Study material: Begin

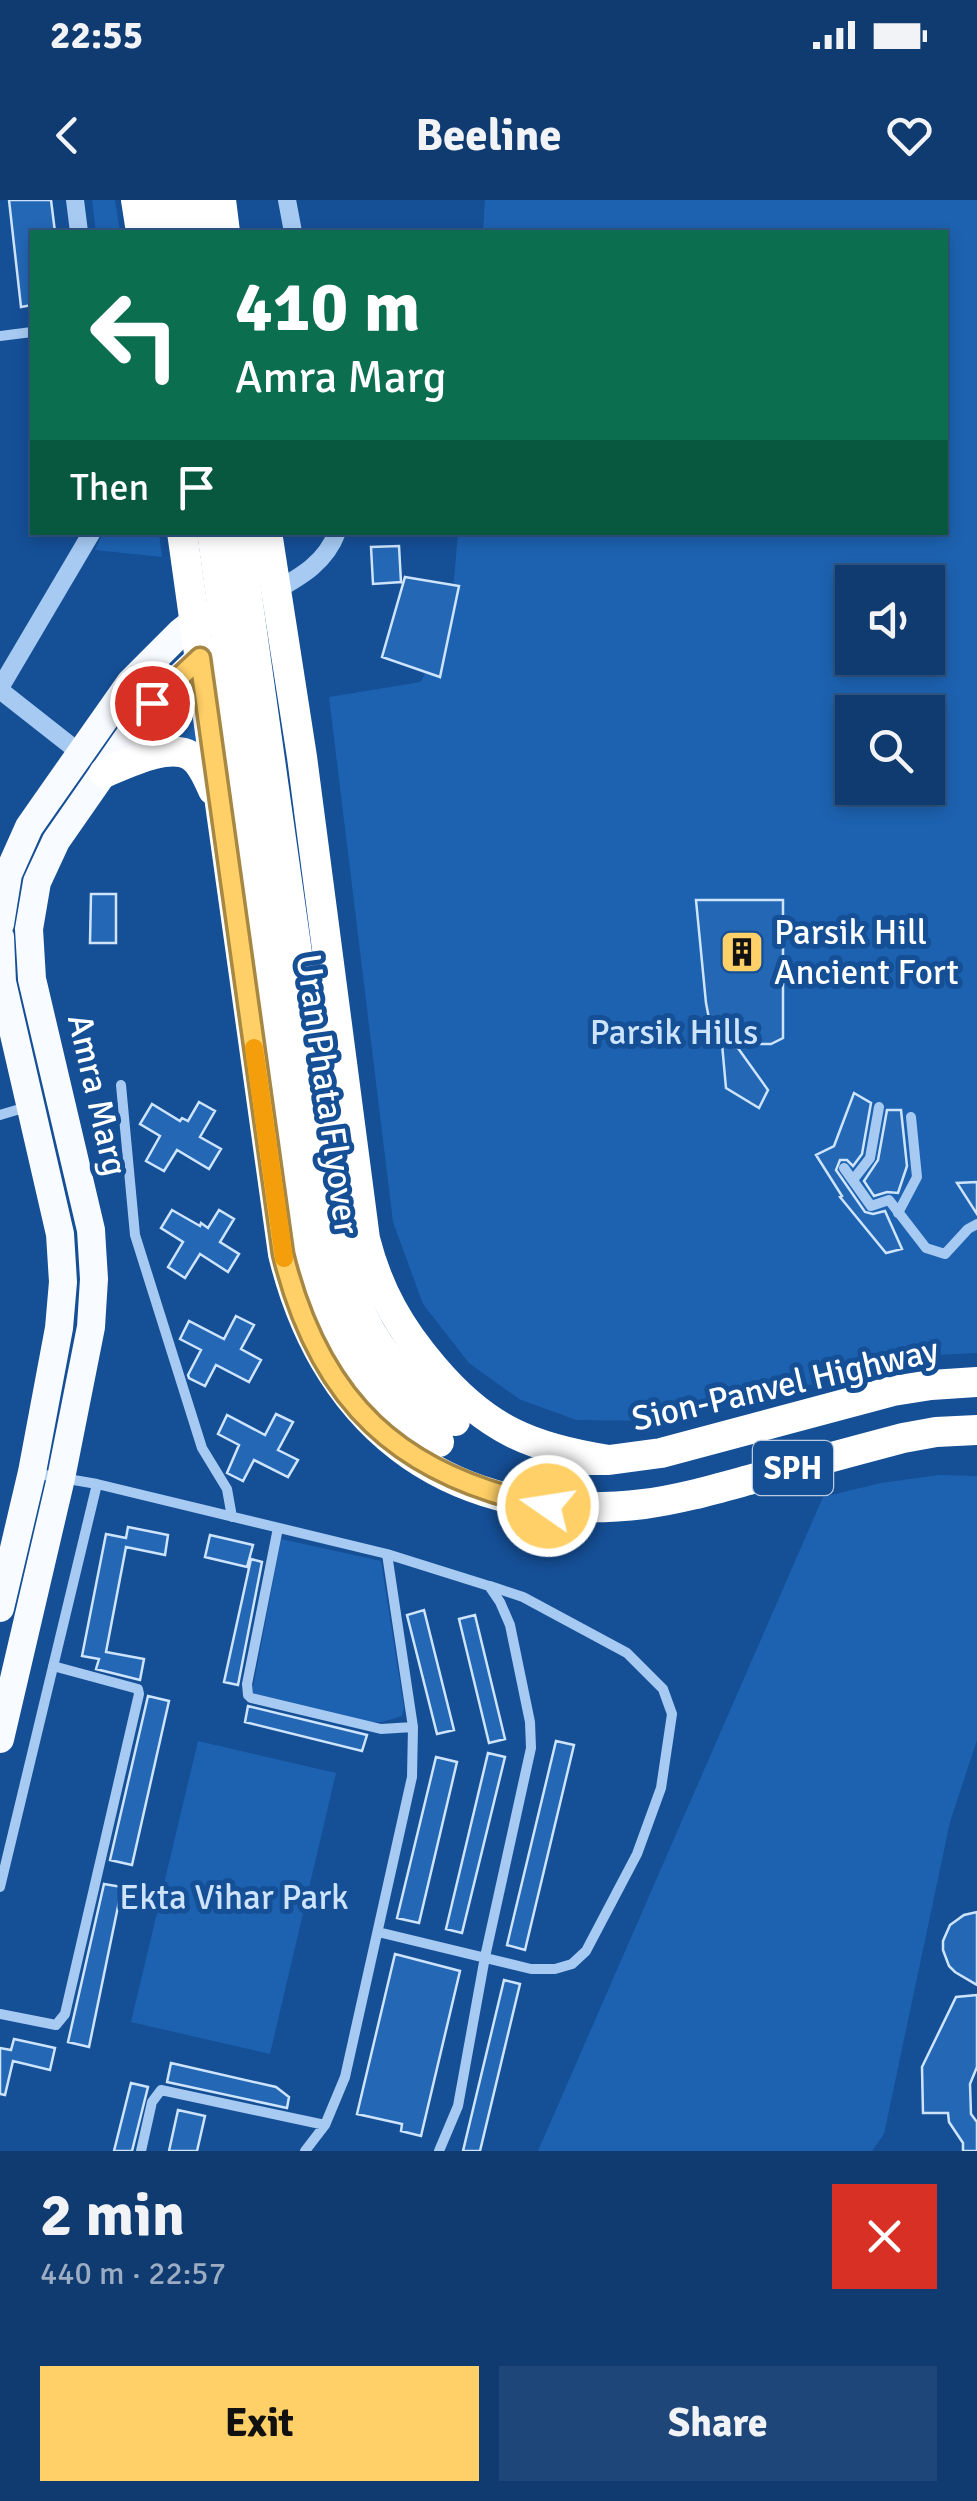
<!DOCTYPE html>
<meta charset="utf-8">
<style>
:root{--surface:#103b70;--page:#1e4678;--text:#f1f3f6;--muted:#9cadc3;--line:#305583;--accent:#ffd067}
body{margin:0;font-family:Signika,sans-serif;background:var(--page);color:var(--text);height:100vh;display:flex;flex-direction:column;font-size:38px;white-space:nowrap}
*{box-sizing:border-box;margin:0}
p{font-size:32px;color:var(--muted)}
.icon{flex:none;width:55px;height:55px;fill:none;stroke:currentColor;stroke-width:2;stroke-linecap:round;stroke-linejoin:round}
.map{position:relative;height:1951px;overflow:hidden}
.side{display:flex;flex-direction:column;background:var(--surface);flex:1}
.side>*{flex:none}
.hud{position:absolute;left:30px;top:30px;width:918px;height:305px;border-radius:0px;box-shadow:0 5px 15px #0003,0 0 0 2px var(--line);background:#0b6e4f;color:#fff;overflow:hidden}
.controls{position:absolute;left:835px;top:365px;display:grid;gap:20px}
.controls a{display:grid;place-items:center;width:110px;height:110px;border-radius:0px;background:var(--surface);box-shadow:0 5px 15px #0003,0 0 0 2px var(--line);font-size:50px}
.pin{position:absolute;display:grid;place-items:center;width:85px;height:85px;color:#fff;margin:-42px;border:5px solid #fff;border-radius:50%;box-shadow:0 2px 10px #0007}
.me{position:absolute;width:110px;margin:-55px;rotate:283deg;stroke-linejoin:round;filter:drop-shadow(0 0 8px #0008)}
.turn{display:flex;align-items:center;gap:35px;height:210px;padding:0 40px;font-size:45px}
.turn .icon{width:130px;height:130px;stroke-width:2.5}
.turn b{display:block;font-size:70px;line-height:85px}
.then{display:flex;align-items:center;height:95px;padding:0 40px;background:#0003;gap:20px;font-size:38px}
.round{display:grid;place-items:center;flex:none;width:105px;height:105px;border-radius:0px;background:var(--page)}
.head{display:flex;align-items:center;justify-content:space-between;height:170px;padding:0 40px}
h1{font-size:60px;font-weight:800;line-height:75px}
.cta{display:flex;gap:20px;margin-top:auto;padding:20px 40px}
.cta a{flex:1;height:115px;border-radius:0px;background:var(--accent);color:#111;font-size:40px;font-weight:800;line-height:115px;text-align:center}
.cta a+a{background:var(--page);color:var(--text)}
.status{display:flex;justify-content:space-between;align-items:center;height:70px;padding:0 50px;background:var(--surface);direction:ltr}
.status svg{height:28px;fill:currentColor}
header{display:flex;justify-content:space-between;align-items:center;height:130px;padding:0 40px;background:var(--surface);font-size:45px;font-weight:800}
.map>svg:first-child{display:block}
.green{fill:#1d62b0;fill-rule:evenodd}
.building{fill:#2367b5;stroke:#cde4fc;stroke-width:2.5}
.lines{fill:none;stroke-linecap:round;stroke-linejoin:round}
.minor{stroke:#a6caf2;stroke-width:10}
.tertiary{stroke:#a6caf2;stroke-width:18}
.trunk{stroke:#f8fbff;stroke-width:28}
.motorway{stroke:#fff;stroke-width:30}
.motorway-bridge{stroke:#fff;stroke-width:30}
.route-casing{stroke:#a68743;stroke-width:25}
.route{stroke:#ffd067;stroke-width:18}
.slow{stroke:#f59e0b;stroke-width:18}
.labels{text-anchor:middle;stroke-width:10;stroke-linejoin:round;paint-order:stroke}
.shield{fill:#154f96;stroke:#b9cae0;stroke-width:2.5}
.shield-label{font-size:32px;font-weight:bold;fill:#fff}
.poi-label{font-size:35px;fill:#fff;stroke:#154f96;text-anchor:start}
.park-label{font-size:35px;fill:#cde4fc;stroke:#154f96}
.street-label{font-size:35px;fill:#fff;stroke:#154f96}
</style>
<div class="status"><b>22:55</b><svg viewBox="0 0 49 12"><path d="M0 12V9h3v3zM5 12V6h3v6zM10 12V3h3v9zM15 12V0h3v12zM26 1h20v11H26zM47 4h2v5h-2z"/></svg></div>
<header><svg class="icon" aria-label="back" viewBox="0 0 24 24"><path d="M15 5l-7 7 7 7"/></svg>Beeline<svg class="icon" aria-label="heart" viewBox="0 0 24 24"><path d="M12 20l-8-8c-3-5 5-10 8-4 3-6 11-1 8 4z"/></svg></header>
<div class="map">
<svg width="977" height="1951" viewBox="0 0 977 1951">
<rect width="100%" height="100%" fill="#154f96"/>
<!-- green -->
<path class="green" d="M 92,0 L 115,0 L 120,32 L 96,32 Z
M 485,0 L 977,0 L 977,1153 L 937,1155 L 857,1173 L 669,1221 L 576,1220 L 519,1199 L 469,1163 L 423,1104 L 393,1022 L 329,497 L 421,482 L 451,414 L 458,333 L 945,332 L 945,32 L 483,32 ZM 852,382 L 928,382 L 928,458 L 852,458 ZM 852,512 L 928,512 L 928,588 L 852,588 Z
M 103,333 L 159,333 L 162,357 L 95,350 Z
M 191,491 L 199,543 L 176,536 L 149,536 L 165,514 Z
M 939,1275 L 977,1276 L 977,1540 L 950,1622 L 884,1934 L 872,1951 L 538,1951 L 823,1297 L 881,1283 Z
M 281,1339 L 381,1361 L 404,1508 L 402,1516 L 382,1522 L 369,1522 L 252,1493 Z
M 198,1541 L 336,1573 L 270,1854 L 131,1822 Z"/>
<!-- building -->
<path class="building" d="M 9,0 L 51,0 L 55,32 L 32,32 L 32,105 L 21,107 Z
M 399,346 L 401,382 L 373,384 L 371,347 Z
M 405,377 L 459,386 L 440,477 L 382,457 Z
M 91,694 L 116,694 L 116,743 L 90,743 Z
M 696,700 L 783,700 L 783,838 L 771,844 L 735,844 L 768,890 L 759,908 L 726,888 L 722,844 L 714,844 L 706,803 Z
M 854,893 L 871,903 L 862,954 L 853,966 L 847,960 L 840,960 L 836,970 L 865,1012 L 873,1014 L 885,1011 L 902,1049 L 886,1053 L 840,997 L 842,996 L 816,955 L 834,946 Z
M 199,902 L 215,911 L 200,937 L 221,949 L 209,969 L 177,950 L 164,971 L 146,961 L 160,936 L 140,924 L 152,904 L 180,921 L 182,918 L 188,921 Z
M 887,910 L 901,910 L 907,966 L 898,993 L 887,992 L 874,996 L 864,981 L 878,960 Z
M 977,982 L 977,1014 L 957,983 Z
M 172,1010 L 200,1026 L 201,1023 L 208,1028 L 219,1010 L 234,1019 L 220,1042 L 239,1054 L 228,1072 L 200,1054 L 185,1078 L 168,1067 L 183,1042 L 161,1028 Z
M 236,1116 L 254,1125 L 241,1149 L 261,1160 L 249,1182 L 216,1165 L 205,1186 L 189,1178 L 188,1175 L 201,1150 L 180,1139 L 189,1121 L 224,1139 Z
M 276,1214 L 293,1222 L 278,1250 L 298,1260 L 288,1277 L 254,1260 L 243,1281 L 227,1273 L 239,1245 L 218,1234 L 227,1215 L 265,1235 Z
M 128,1327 L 168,1335 L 165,1355 L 126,1347 L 106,1452 L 144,1459 L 140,1480 L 96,1469 L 99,1459 L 82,1456 L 106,1334 L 126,1338 Z
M 210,1335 L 253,1345 L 247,1367 L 205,1357 Z
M 251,1359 L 262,1362 L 238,1485 L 224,1482 Z
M 424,1410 L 454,1530 L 437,1534 L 407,1415 Z
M 475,1415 L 505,1539 L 489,1543 L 459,1419 Z
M 148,1496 L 169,1501 L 132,1665 L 110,1660 Z
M 248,1506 L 367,1535 L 362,1551 L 245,1522 Z
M 556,1541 L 574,1545 L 525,1750 L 507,1745 Z
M 488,1553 L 505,1557 L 462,1733 L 446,1729 Z
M 436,1557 L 457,1562 L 419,1723 L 397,1718 Z
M 104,1684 L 122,1687 L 89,1847 L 68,1842 Z
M 977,1712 L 977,1785 L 955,1772 L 949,1766 L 943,1750 L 943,1741 L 950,1725 L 964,1715 Z
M 395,1754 L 460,1771 L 421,1936 L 401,1931 L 402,1924 L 357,1914 Z
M 504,1780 L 520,1784 L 480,1951 L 463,1951 Z
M 977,1795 L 977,1867 L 970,1884 L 971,1914 L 977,1922 L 977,1951 L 963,1951 L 963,1943 L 949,1922 L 948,1913 L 923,1913 L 922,1867 L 956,1797 Z
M 14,1839 L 55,1848 L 50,1870 L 13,1861 L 5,1895 L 0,1894 L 0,1848 L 11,1850 Z
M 171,1863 L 276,1887 L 289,1897 L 287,1908 L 167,1882 Z
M 131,1883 L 148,1887 L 132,1951 L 114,1951 Z
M 178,1910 L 205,1916 L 197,1951 L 169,1951 Z"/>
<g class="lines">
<!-- minor -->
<path class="minor" d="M 0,136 L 32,132
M 121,885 L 135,1035 L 202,1248 L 227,1289 L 232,1317
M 0,915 L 30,906
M 844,968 L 871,1006 L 889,1000 L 926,1048 L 945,1054 L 968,1029 L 977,1024
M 853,980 L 870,958 L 879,907
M 898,1013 L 917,977 L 911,917
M 33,1273 L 97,1284 L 387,1354 L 489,1386 L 500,1402 L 510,1425 L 530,1522 L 531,1548 L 485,1757 L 458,1906 L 439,1951
M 278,1328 L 247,1484 L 248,1495 L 251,1498 L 381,1529 L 413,1527
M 0,1687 L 97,1284
M 378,1732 L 531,1769 L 555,1769 L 572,1764 L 586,1751 L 637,1654 L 661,1588 L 672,1514 L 663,1489 L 627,1453 L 523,1397 L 490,1386
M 0,1814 L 56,1825 L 65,1814 L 139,1494 L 138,1489 L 53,1466
M 141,1951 L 152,1902 L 161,1890 L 325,1925
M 305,1951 L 325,1925 L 345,1877 L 412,1577 L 413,1527 L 387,1354"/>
<!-- tertiary -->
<path class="tertiary" d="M 75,0 L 79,32
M 287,0 L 293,32
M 275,391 C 302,376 326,362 337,332
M 0,488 L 92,332
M 0,490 L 80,553"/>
<!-- trunk -->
<path class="trunk" d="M 0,724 L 8,674 L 29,627 L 45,604 L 130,483 L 181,432 L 195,421 L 210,415
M 0,737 L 2,782 L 60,1034 L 63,1082 L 59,1128 L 32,1272 L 0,1408
M 0,1539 L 61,1278 L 91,1127 L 94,1079 L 91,1030 L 32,779 L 29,729 L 37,682 L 56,641 L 152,503 L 200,458 L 215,452"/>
<!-- motorway -->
<path class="motorway" d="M 136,0 L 141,32
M 165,0 L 170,32
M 192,0 L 197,32
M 221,0 L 225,32
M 182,332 L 283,1054 C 327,1235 459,1326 644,1304 C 682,1299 719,1288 756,1278 C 805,1264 854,1251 903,1238 L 936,1232 L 977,1230
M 267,332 L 302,557 L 365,1039 C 378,1090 400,1129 434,1168 C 486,1229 531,1248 609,1260
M 104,573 C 126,564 169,542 191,556 C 202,563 208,579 213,590
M 589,1260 L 609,1260 L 661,1253 L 893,1191 L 931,1185 L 977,1182"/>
<!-- motorway-bridge -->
<path class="motorway-bridge" d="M 212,332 L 311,1049 C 331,1134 369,1190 439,1242
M 238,332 L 334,1017 C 348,1110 379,1165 455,1221"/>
</g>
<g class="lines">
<defs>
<path id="route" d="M 152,503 L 200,458 L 283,1054 C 319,1201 399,1277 548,1306"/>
</defs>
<!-- route casing -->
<use href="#route" class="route-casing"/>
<!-- route -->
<use href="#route" class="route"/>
<!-- slow -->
<path class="slow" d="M 254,848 L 284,1058"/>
</g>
<!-- icons -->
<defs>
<symbol id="building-square" viewBox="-11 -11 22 22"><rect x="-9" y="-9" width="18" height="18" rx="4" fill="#ffd067" stroke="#154f96"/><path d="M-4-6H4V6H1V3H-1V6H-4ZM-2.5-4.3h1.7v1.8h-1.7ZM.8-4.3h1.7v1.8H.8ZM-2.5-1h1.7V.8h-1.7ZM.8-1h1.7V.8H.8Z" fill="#111"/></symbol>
</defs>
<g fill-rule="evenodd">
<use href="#building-square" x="717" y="727" width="50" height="50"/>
</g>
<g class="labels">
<!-- shield labels -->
<rect class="shield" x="753" y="1241" width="80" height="54" rx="8"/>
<g class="shield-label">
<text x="793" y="1279">SPH</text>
</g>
<!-- poi labels -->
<g class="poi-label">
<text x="774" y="744">Parsik Hill<tspan x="774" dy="40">Ancient Fort</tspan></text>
</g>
<!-- park labels -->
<g class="park-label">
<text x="674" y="844">Parsik Hills</text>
<text x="234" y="1709">Ekta Vihar Park</text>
</g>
<!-- street labels -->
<g class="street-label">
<text transform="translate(328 894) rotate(82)" y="12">Uran Phata Flyover</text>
<text transform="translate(98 895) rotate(77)" y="12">Amra Marg</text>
<text transform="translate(785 1184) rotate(-13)" y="12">Sion-Panvel Highway</text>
</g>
</g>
</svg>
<div class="controls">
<a><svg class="icon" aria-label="sound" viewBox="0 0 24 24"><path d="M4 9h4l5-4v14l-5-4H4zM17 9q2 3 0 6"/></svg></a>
<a><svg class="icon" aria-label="search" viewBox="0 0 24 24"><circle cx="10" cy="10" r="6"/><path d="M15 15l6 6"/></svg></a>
</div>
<div class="pin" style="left:152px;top:503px;background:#d93025"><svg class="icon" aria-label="arrive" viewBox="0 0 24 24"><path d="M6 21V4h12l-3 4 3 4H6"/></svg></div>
<svg class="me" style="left:548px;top:1306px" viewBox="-20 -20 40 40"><circle r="17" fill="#ffd067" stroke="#fff" stroke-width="3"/><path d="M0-11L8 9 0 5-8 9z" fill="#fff"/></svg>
<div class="hud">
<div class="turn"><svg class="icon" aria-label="left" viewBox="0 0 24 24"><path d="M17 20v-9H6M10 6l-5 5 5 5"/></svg><div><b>410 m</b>Amra Marg</div></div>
<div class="then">Then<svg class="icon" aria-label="arrive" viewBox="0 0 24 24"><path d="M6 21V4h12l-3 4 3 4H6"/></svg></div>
</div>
</div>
<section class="side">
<div class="head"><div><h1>2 min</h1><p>440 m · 22:57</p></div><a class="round" style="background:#d93025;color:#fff"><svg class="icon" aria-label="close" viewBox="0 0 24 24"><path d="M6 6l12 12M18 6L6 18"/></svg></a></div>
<div class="cta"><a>Exit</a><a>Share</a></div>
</section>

Study material: End

**Exercise brief:**
The answer must be every line of the data that holds the word "controls".

**Task result:**
.controls{position:absolute;left:835px;top:365px;display:grid;gap:20px}
.controls a{display:grid;place-items:center;width:110px;height:110px;border-radius:0px;background:var(--surface);box-shadow:0 5px 15px #0003,0 0 0 2px var(--line);font-size:50px}
<div class="controls">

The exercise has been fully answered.